You have failed to respond adequately (or at all) to IVC. This is defined in various ways, with the Oxford Criteria most commonly used (here), in which the patient is still having either >8 bowel movements per day, or 3-8 bowel movements with a CRP > 45 by the end of day 3 on IVC. Rescue therapy is needed (here) if a colectomy is to be avoided. In modern practice, this typically means administering the monocloncal antibody infliximab (also known as Remicade, Remsima and Renflexis, among others). It is an anti-TNF medication and full details can be found here (intended for US health professionals). Alternatively, cyclosporin can be used and is just as effective as infliximab (here) at inducing remission (~70% for both - here), with two trials (CYSIF and CONSTRUCT) both showing their equal effectiveness when compared head-to-head. However, cyclopsorin is a powerful immune-suppressive agent, not a targeted therapy like infliximab, and so the side effect profile is generally considered to be inferior (here), with serious infections, anaphylaxis, nephrotoxicity (kidney damage) and seizures all common (1-6% incidence). If no improvement is achieved within a few days after the use of one agent, taking the other agent can be considered, but there is debate as to whether this exposes the patient to too much risk, with some guidelines (e.g. ECCO) now recommending only one rescue treatment is used before the patient is referred to surgery. One study (here) found the rate of serious infections to be 7% with administration of both infliximab and cyclosporin; another found an infection rate of up to 33% (here), but it is worth noting that another found the combination to be safe and effective (here).

Days 6+: Failure on infliximab/cyclosporin

If you have had no response to infliximab after another 3-5 days, then unfortunately total removal of the colon (a colectomy) is the most likely outcome, as to delay surgery further would only increase the risk of mortality (here). You will likely be placed on nil-by-mouth at this time, if you have not been already, as this is a necessary preparation for surgery. There is no evidence that nil-by-mouth improves outcomes in ASC (here), but patients certainly appreciate not having to eat anything.

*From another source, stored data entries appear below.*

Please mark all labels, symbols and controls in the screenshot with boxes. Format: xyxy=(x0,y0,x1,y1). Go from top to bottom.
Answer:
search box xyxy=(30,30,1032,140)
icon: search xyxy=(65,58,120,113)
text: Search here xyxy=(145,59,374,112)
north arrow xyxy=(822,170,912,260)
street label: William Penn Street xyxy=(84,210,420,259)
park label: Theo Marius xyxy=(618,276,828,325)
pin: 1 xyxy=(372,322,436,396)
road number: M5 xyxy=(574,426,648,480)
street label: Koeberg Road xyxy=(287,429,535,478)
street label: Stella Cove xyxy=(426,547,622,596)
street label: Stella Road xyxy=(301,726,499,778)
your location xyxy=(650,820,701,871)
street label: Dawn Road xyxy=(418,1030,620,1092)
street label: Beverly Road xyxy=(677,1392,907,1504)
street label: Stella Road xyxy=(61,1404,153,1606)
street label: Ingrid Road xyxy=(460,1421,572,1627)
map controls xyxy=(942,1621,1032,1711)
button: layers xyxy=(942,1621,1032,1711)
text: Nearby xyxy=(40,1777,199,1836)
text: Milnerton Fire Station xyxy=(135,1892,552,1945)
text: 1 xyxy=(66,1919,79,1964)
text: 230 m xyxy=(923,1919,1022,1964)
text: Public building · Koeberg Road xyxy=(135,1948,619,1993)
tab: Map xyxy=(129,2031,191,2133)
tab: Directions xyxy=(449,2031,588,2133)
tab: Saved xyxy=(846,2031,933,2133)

A PICC line will usually be inserted to provide nutrition direct into veins.

If you have seen only a small improvement in symptoms, then the second dose of infliximab may be brought forward from the usual 2 weeks (here). Some doctors may choose to give you double the usual dose (10mg/kg instead of 5mg/kg) in very severe cases, as some drug can be lost through the colon following the first loading dose. You will likely be kept in hospital while you wait for the second dose of infliximab, if you have not seen a major improvement in symptoms. This can mean that hospital stays may be up to 3 weeks in some cases (this is what happened to the author).

The only alternative to infliximab or cyclosporin that may be tried at this time would be a faecal transplant, but this would be a huge gamble to take as there is little evidence for its use in this setting and if it fails to rapidly improve symptoms, then the probability of a bad surgical outcome will likely be higher. This study recounts the semi-miraculous recovery of a 19-year old man who refused surgery after failing on IVC and infliximab and was offered a faecal transplant, which led to almost a full recovery after 2 days. Faecal transplants are used more routinely in the chronic setting and have had some success, especially in milder cases, but results can be unpredictable (here) so it is not recommended in the ASC setting.

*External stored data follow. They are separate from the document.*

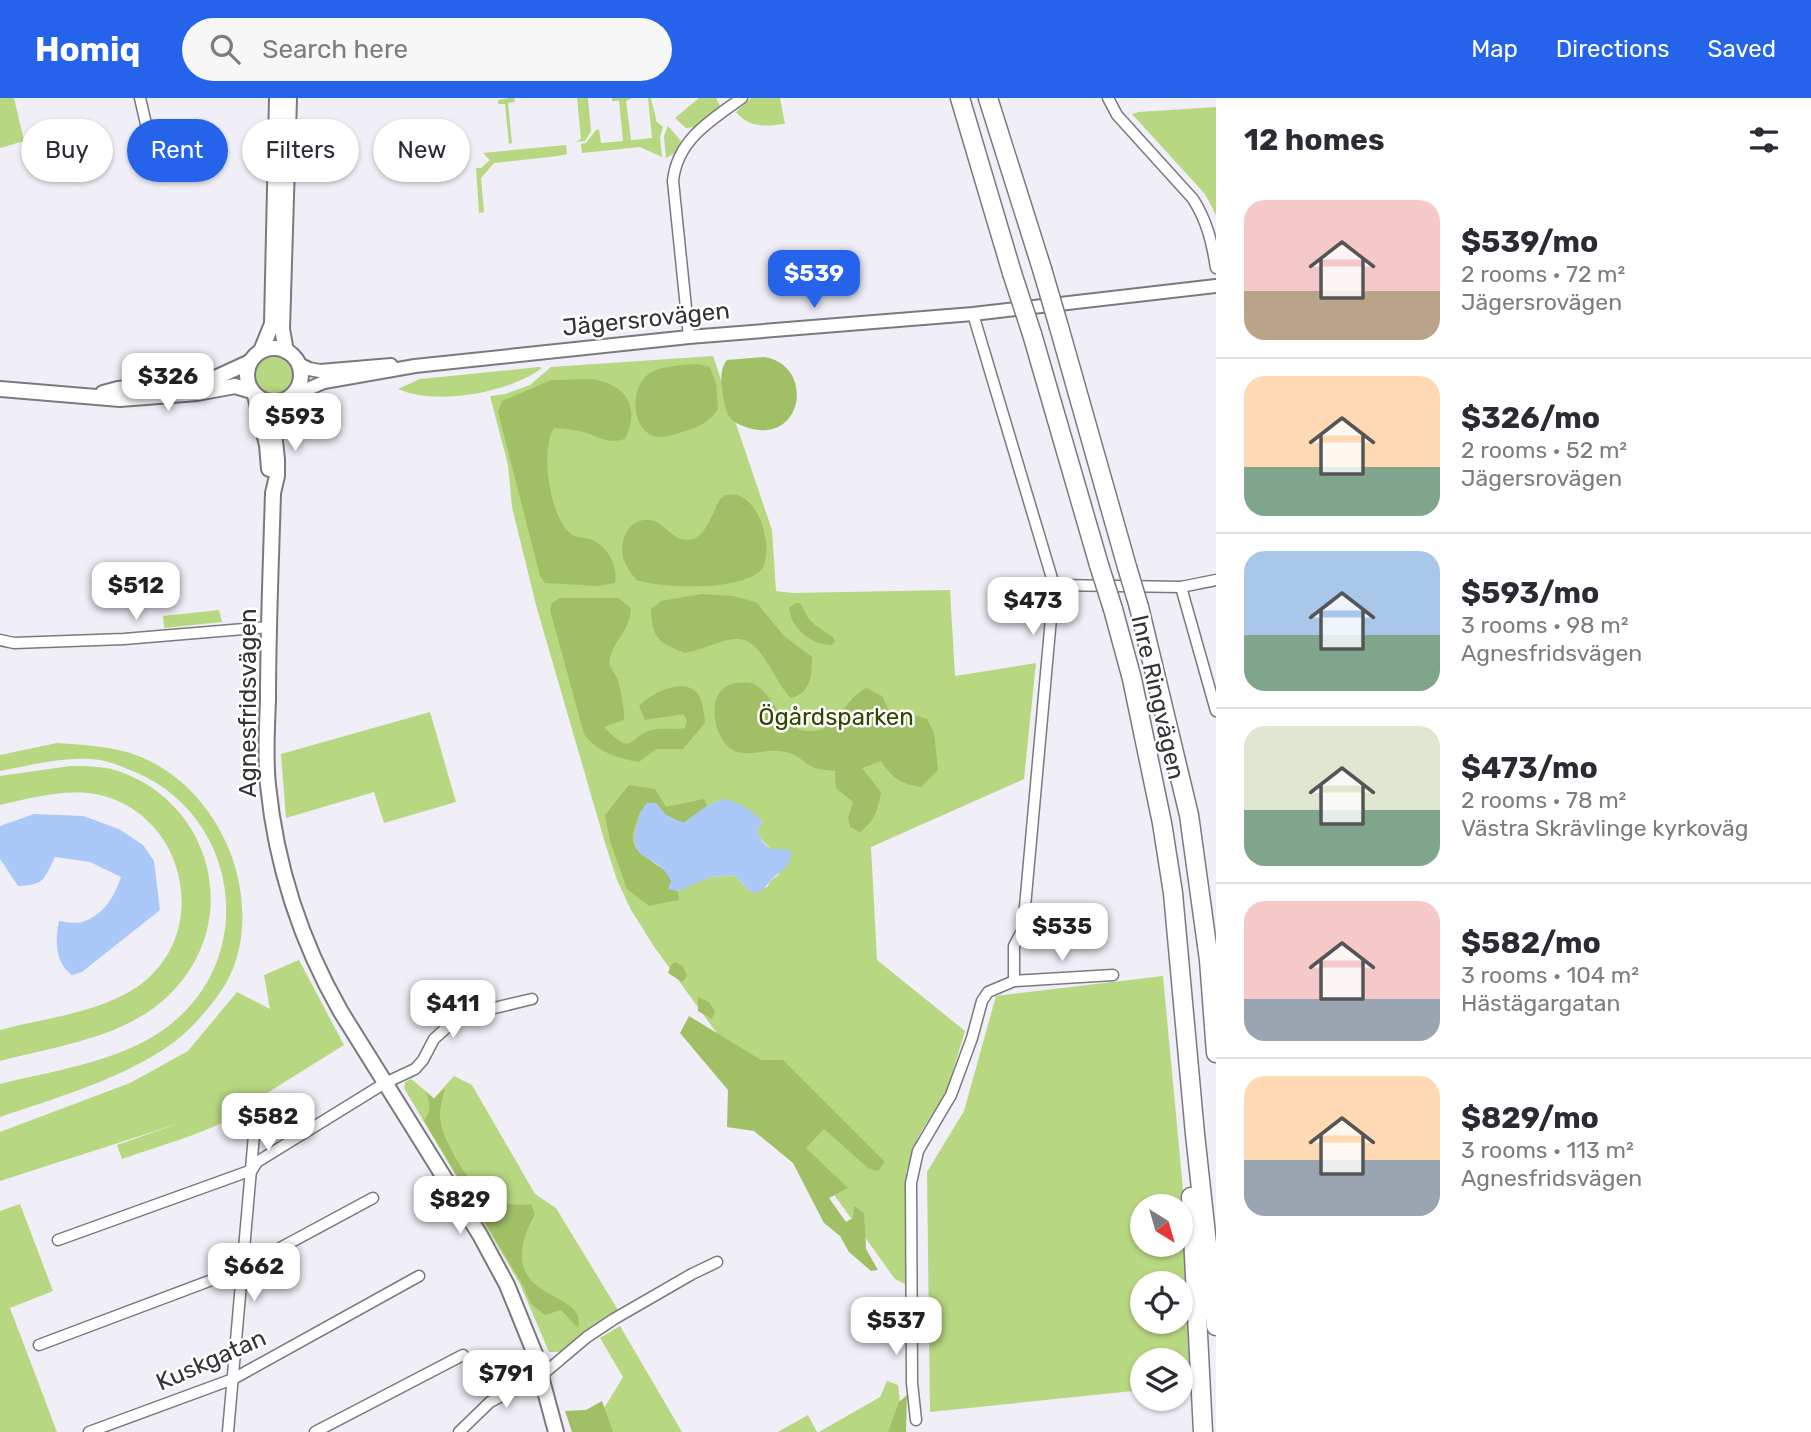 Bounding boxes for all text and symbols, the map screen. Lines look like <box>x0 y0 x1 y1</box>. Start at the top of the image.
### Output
search box <box>182 18 672 81</box>
text: Homiq <box>35 30 140 69</box>
icon: search <box>206 30 244 68</box>
text: Search here <box>262 34 408 65</box>
text: Map <box>1471 35 1518 63</box>
text: Directions <box>1556 35 1669 63</box>
text: Saved <box>1707 35 1776 63</box>
chip: Buy <box>21 119 113 182</box>
chip: Rent <box>127 119 228 182</box>
chip: Filters <box>242 119 359 182</box>
chip: New <box>373 119 470 182</box>
icon: filters <box>1745 121 1783 159</box>
text: 12 homes <box>1244 122 1385 158</box>
text: $539/mo <box>1461 224 1598 260</box>
icon: home <box>1300 228 1384 312</box>
pin: $539 <box>773 250 855 310</box>
text: $539 <box>784 259 844 287</box>
text: 2 rooms · 72 m² <box>1461 260 1625 288</box>
text: Jägersrovägen <box>1461 288 1622 316</box>
street label: Jägersrovägen <box>561 296 731 342</box>
pin: $326 <box>127 354 209 413</box>
text: $326 <box>138 362 198 390</box>
pin: $593 <box>254 394 336 453</box>
text: $326/mo <box>1461 400 1600 436</box>
text: $593 <box>265 402 325 430</box>
icon: home <box>1300 404 1384 488</box>
text: 2 rooms · 52 m² <box>1461 436 1627 464</box>
text: Jägersrovägen <box>1461 464 1622 492</box>
pin: $512 <box>95 562 177 622</box>
text: $512 <box>108 571 164 599</box>
text: $593/mo <box>1461 575 1599 611</box>
pin: $473 <box>992 578 1074 637</box>
icon: home <box>1300 579 1384 663</box>
text: $473 <box>1004 586 1062 614</box>
street label: Agnesfridsvägen <box>234 608 262 798</box>
text: 3 rooms · 98 m² <box>1461 611 1629 639</box>
street label: Inre Ringvägen <box>1125 612 1191 782</box>
text: Agnesfridsvägen <box>1461 639 1642 667</box>
park label: Ögårdsparken <box>758 703 914 731</box>
text: $473/mo <box>1461 750 1598 786</box>
icon: home <box>1300 754 1384 838</box>
text: 2 rooms · 78 m² <box>1461 786 1626 814</box>
text: Västra Skrävlinge kyrkoväg <box>1461 814 1748 842</box>
pin: $535 <box>1021 904 1103 963</box>
text: $535 <box>1032 912 1092 940</box>
text: $582/mo <box>1461 925 1601 961</box>
icon: home <box>1300 929 1384 1013</box>
text: 3 rooms · 104 m² <box>1461 961 1639 989</box>
pin: $411 <box>412 981 494 1040</box>
text: $411 <box>426 989 480 1017</box>
text: Hästägargatan <box>1461 989 1620 1017</box>
pin: $582 <box>227 1094 309 1153</box>
text: $829/mo <box>1461 1100 1599 1136</box>
text: $582 <box>238 1102 298 1130</box>
icon: home <box>1300 1104 1384 1188</box>
text: 3 rooms · 113 m² <box>1461 1136 1634 1164</box>
text: Agnesfridsvägen <box>1461 1164 1642 1192</box>
pin: $829 <box>419 1176 501 1236</box>
text: $829 <box>430 1185 490 1213</box>
north arrow <box>1130 1194 1194 1256</box>
map controls <box>1130 1194 1193 1411</box>
pin: $662 <box>213 1244 295 1303</box>
text: $662 <box>224 1252 284 1280</box>
button: locate <box>1130 1271 1193 1334</box>
pin: $537 <box>855 1298 937 1357</box>
text: $537 <box>867 1306 925 1334</box>
street label: Kuskgatan <box>152 1323 270 1397</box>
button: layers <box>1130 1348 1193 1411</box>
pin: $791 <box>465 1350 547 1410</box>
text: $791 <box>479 1359 533 1387</box>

Recommended for a Colectomy (Surgical Removal of the Colon)

Having an emergency colectomy is the last-ditch treatment for acute severe colitis after all other options are exhausted, or if complications such as toxic megacolon emerge. This surgery is therefore a life-saving procedure and although it may seem drastic, it is the only means by which ulcerative colitis can ever be permanently cured. Post-surgery options include the permanent use of an ileostomy bag, or further surgery to build a J-pouch from the small intestine and attach it to the rectum. Further discussion of these options goes well beyond the scope of this website, but it is certainly true that a good quality of life is achievable following colectomy.